■ Requirement: In the records below, begin at the line that has "position:absolute; left:1516px; top:15px;" and stop after the line that has "height:140px; padding:10px 15px"; quote those lines verbatim and nothing more.

_ _ _ _ _ _ _

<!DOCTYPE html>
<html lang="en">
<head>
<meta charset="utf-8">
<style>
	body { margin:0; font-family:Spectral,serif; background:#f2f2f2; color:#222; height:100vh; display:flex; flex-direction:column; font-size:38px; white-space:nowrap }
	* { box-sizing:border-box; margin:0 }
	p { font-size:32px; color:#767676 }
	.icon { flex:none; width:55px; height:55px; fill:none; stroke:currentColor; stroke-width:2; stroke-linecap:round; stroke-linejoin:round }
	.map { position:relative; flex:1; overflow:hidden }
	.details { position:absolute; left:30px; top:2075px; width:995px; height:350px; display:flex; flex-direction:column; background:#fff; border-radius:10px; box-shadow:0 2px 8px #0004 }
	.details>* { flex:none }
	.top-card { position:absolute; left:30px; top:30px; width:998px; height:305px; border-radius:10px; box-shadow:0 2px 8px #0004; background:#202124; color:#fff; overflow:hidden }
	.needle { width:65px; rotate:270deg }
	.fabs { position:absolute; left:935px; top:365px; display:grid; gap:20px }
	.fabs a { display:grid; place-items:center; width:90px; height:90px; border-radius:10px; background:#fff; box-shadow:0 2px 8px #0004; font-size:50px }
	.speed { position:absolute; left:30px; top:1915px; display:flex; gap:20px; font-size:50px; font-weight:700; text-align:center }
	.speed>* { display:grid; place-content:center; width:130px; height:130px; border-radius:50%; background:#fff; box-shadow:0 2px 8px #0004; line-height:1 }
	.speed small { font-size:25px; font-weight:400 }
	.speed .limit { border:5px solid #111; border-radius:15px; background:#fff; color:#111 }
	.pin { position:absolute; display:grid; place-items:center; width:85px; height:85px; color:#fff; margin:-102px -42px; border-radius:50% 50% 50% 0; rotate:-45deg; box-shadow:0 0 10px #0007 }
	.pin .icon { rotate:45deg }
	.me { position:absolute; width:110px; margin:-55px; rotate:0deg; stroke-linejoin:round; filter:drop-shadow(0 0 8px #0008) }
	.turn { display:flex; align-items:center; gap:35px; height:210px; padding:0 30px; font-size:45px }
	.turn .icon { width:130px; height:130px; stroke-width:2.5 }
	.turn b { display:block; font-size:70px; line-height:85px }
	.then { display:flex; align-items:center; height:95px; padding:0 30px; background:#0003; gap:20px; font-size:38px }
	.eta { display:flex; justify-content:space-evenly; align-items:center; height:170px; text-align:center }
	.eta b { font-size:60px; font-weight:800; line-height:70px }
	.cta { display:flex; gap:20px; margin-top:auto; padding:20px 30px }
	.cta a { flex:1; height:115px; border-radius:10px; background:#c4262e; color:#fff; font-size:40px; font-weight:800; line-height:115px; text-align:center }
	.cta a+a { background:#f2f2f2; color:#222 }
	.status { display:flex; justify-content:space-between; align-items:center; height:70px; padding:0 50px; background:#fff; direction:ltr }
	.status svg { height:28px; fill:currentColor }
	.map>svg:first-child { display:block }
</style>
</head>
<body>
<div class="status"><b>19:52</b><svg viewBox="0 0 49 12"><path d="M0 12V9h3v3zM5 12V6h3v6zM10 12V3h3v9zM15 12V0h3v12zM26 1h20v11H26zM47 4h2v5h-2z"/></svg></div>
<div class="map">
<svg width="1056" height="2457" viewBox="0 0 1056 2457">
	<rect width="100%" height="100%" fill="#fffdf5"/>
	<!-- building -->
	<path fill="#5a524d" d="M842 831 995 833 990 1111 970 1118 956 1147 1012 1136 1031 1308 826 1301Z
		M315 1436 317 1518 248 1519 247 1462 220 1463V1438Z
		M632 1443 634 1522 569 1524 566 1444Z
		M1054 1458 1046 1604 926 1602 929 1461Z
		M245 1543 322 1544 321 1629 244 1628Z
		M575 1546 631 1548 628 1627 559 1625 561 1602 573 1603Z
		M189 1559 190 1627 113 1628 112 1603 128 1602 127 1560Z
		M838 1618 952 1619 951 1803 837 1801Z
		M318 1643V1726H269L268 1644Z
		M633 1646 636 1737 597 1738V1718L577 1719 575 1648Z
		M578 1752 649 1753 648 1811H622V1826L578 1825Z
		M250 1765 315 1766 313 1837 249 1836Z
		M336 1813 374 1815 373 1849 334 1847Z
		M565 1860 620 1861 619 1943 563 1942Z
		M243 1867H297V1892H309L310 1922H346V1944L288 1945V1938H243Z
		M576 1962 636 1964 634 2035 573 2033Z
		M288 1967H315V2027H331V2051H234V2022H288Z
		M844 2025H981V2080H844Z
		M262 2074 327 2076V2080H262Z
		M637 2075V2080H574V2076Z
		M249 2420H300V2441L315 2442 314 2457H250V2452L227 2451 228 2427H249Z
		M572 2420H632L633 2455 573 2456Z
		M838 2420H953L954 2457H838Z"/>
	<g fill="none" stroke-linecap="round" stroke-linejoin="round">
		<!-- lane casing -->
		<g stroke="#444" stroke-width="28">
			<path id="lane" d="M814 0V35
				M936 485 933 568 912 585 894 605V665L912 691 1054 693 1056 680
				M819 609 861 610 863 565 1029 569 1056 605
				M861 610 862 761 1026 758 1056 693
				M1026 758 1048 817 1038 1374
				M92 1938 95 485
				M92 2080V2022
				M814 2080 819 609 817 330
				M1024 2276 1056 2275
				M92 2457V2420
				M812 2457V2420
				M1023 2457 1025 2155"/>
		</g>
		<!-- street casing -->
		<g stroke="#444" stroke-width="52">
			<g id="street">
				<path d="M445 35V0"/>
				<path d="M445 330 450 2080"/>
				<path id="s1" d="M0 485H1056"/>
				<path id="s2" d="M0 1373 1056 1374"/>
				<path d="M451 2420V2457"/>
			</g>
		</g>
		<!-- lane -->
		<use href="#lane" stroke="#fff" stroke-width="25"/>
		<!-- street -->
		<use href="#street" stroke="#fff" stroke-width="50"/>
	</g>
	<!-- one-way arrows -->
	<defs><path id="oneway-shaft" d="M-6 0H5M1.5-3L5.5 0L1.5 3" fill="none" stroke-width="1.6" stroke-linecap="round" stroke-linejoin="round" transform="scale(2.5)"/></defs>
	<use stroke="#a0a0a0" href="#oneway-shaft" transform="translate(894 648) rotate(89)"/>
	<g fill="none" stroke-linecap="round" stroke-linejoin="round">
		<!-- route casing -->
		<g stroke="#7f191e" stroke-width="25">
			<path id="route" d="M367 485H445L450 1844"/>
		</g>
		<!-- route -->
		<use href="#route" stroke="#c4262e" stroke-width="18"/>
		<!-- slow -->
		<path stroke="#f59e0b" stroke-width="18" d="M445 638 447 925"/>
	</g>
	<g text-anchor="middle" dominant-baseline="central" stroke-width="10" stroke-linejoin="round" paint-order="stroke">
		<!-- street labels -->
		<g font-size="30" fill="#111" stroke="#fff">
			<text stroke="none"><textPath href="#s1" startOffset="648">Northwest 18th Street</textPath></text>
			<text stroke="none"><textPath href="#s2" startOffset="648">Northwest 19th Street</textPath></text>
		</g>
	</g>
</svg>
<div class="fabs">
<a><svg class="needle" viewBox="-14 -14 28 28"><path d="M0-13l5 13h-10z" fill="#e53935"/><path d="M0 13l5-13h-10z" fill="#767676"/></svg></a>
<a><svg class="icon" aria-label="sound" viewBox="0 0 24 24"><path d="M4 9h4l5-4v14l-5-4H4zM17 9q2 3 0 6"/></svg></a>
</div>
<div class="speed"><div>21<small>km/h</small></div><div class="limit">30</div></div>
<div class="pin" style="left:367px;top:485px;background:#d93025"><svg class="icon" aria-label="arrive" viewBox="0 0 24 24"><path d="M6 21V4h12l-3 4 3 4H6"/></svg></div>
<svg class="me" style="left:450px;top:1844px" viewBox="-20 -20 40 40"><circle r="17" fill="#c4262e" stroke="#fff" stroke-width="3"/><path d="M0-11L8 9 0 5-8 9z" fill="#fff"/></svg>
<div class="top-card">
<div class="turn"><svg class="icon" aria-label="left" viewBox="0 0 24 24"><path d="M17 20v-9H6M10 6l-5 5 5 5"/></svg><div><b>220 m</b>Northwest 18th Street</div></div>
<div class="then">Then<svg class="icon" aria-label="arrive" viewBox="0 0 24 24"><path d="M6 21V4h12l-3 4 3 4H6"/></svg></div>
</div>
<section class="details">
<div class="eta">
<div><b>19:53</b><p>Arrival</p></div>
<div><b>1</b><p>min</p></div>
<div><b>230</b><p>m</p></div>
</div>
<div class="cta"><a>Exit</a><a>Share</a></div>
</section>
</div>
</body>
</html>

_ _ _ _ _ _ _

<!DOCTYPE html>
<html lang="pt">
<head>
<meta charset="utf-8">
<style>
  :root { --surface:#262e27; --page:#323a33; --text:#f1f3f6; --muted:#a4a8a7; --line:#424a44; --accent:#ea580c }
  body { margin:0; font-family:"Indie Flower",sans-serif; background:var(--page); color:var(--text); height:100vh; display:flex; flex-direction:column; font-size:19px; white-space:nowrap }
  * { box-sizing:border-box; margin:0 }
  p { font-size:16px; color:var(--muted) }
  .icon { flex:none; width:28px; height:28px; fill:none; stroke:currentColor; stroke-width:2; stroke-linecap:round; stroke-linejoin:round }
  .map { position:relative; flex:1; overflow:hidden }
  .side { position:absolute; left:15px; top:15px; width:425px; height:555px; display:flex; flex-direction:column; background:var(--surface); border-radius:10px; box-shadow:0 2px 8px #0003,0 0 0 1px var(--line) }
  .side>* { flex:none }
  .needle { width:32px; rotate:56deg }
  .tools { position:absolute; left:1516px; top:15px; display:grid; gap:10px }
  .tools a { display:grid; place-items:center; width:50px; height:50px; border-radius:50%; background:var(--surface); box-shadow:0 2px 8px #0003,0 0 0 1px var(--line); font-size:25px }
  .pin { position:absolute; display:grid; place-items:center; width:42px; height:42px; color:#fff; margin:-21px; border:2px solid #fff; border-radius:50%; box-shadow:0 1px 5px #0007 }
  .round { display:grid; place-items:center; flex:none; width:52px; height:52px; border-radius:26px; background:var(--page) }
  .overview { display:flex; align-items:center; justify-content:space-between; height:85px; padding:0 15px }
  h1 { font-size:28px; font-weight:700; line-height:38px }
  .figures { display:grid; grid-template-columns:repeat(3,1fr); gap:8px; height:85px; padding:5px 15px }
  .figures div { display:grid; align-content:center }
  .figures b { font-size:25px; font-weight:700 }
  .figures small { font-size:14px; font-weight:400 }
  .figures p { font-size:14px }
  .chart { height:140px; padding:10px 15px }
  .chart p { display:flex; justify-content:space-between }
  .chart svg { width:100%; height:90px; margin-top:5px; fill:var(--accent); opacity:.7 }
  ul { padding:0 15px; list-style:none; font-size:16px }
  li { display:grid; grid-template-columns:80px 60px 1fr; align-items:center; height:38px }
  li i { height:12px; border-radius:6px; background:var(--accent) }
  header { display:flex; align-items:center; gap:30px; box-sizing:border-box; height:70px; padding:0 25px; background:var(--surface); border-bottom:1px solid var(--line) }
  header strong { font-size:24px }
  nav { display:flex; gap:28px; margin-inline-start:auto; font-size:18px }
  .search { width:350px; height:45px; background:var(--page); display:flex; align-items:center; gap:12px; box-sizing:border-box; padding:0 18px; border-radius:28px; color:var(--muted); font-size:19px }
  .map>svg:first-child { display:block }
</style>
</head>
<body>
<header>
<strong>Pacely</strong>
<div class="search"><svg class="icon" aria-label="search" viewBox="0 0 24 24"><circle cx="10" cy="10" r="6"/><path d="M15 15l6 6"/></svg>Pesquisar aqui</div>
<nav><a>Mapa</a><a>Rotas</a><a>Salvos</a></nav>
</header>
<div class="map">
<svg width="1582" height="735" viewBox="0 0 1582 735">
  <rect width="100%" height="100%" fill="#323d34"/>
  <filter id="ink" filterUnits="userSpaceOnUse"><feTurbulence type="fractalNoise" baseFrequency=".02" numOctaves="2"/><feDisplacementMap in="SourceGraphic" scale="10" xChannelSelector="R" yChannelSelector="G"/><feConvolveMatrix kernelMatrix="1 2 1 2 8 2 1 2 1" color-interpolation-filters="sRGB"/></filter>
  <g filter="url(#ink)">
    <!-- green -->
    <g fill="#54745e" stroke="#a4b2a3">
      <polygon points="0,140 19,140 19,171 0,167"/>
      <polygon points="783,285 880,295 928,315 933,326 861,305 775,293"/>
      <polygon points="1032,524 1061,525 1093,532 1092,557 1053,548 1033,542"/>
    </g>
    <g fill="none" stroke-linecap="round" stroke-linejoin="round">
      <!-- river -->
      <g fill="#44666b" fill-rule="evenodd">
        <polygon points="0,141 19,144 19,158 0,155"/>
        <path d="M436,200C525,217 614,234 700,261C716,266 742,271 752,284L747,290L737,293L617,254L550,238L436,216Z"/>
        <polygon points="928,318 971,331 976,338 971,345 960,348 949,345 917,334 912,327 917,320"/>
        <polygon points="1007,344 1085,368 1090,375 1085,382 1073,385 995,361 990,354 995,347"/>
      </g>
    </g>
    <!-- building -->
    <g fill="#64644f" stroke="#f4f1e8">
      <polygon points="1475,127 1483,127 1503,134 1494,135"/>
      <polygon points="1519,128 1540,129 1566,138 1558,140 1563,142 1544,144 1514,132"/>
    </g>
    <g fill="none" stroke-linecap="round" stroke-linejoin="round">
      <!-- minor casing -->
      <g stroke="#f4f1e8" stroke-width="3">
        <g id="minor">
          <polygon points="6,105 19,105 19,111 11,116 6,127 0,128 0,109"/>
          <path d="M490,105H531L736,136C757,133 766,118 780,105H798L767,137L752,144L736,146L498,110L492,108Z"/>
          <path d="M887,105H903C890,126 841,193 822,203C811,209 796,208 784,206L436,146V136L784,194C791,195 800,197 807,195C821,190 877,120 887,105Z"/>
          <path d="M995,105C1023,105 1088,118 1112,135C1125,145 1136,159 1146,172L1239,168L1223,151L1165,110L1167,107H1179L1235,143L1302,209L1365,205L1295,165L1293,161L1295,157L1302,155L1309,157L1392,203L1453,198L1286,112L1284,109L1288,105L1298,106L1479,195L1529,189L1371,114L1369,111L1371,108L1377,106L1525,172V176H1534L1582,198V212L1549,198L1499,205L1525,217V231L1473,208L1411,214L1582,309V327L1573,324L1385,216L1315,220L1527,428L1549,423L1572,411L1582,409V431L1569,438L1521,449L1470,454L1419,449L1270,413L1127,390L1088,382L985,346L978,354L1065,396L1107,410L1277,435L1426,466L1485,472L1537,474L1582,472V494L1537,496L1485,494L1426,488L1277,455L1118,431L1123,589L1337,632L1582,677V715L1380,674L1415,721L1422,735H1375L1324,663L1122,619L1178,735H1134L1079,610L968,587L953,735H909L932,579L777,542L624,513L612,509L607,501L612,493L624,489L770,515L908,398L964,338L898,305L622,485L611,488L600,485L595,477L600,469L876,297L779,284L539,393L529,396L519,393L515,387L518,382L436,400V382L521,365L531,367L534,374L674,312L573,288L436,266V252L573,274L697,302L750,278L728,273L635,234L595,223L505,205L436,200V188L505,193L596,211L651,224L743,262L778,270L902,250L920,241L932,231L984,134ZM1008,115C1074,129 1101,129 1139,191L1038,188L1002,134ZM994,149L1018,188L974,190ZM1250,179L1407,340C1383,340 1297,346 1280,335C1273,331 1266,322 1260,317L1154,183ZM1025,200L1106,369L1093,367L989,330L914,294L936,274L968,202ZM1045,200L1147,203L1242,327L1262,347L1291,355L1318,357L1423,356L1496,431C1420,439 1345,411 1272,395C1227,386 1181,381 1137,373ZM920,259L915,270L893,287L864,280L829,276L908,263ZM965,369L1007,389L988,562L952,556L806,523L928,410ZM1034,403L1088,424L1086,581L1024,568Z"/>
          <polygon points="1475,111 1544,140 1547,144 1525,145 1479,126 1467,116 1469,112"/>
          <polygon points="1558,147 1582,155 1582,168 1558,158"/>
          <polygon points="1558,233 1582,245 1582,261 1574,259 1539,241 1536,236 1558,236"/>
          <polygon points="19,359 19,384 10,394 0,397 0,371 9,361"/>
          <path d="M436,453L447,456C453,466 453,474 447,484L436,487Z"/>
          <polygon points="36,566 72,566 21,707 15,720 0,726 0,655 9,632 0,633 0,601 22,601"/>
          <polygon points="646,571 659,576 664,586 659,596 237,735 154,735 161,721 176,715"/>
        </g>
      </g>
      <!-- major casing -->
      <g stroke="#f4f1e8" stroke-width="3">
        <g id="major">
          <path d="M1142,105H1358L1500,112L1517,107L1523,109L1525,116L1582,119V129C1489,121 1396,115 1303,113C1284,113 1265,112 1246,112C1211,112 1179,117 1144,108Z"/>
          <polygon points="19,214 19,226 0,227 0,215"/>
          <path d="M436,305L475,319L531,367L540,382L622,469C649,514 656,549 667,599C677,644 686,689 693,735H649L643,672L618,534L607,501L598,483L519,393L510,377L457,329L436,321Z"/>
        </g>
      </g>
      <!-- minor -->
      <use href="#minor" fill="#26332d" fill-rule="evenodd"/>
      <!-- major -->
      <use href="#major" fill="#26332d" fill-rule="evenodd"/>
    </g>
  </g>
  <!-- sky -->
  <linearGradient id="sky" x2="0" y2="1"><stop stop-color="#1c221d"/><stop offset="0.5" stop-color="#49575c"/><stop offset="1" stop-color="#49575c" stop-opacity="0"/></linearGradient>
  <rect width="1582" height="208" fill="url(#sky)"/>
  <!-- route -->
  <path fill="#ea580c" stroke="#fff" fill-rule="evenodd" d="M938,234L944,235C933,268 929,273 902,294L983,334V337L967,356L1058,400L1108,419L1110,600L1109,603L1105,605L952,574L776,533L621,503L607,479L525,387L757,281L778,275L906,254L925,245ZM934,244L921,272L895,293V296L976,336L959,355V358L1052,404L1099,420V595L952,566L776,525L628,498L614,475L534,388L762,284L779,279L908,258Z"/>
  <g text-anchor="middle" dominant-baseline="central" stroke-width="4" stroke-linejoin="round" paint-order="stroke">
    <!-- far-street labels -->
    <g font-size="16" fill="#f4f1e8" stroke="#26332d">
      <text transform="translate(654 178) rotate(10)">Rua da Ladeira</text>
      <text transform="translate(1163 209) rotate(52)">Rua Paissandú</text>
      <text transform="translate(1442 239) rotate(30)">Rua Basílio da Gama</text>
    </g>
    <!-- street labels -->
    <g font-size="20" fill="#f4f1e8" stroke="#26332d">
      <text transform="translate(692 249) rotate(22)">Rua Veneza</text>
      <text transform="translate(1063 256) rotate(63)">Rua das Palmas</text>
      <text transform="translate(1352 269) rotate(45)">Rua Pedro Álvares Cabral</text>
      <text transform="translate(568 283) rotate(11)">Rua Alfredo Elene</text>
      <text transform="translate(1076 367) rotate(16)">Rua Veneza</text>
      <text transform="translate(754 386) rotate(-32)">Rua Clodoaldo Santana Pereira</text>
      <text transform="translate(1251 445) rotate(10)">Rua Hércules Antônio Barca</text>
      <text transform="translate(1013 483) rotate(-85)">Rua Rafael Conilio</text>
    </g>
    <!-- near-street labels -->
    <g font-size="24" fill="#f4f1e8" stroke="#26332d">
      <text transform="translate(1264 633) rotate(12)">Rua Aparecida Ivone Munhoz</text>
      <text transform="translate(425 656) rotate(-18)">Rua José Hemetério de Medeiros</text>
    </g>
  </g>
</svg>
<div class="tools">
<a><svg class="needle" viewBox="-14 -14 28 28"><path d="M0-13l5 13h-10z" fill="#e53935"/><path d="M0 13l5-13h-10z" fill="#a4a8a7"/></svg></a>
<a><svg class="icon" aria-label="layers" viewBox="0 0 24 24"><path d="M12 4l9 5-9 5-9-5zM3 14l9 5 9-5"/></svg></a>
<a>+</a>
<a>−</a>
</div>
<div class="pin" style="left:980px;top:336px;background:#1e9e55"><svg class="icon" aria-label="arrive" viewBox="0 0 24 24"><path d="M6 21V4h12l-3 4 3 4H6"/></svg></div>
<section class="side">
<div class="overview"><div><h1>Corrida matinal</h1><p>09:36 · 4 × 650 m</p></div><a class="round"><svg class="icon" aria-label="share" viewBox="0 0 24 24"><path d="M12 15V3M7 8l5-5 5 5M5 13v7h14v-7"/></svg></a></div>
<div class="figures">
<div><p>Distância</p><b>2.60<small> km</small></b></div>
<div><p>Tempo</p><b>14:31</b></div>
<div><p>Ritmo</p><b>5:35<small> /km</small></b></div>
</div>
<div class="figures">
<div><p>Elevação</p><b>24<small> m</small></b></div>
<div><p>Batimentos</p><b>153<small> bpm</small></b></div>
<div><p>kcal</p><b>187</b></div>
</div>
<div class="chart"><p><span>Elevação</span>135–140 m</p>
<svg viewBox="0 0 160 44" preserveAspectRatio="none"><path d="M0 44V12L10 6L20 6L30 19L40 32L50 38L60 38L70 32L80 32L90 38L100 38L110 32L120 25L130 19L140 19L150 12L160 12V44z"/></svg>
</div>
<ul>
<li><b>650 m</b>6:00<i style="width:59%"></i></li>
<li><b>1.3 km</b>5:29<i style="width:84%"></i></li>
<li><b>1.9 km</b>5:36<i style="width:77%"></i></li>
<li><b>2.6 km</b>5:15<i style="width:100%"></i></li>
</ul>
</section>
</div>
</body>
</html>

_ _ _ _ _ _ _

■ Task result:
  .tools { position:absolute; left:1516px; top:15px; display:grid; gap:10px }
  .tools a { display:grid; place-items:center; width:50px; height:50px; border-radius:50%; background:var(--surface); box-shadow:0 2px 8px #0003,0 0 0 1px var(--line); font-size:25px }
  .pin { position:absolute; display:grid; place-items:center; width:42px; height:42px; color:#fff; margin:-21px; border:2px solid #fff; border-radius:50%; box-shadow:0 1px 5px #0007 }
  .round { display:grid; place-items:center; flex:none; width:52px; height:52px; border-radius:26px; background:var(--page) }
  .overview { display:flex; align-items:center; justify-content:space-between; height:85px; padding:0 15px }
  h1 { font-size:28px; font-weight:700; line-height:38px }
  .figures { display:grid; grid-template-columns:repeat(3,1fr); gap:8px; height:85px; padding:5px 15px }
  .figures div { display:grid; align-content:center }
  .figures b { font-size:25px; font-weight:700 }
  .figures small { font-size:14px; font-weight:400 }
  .figures p { font-size:14px }
  .chart { height:140px; padding:10px 15px }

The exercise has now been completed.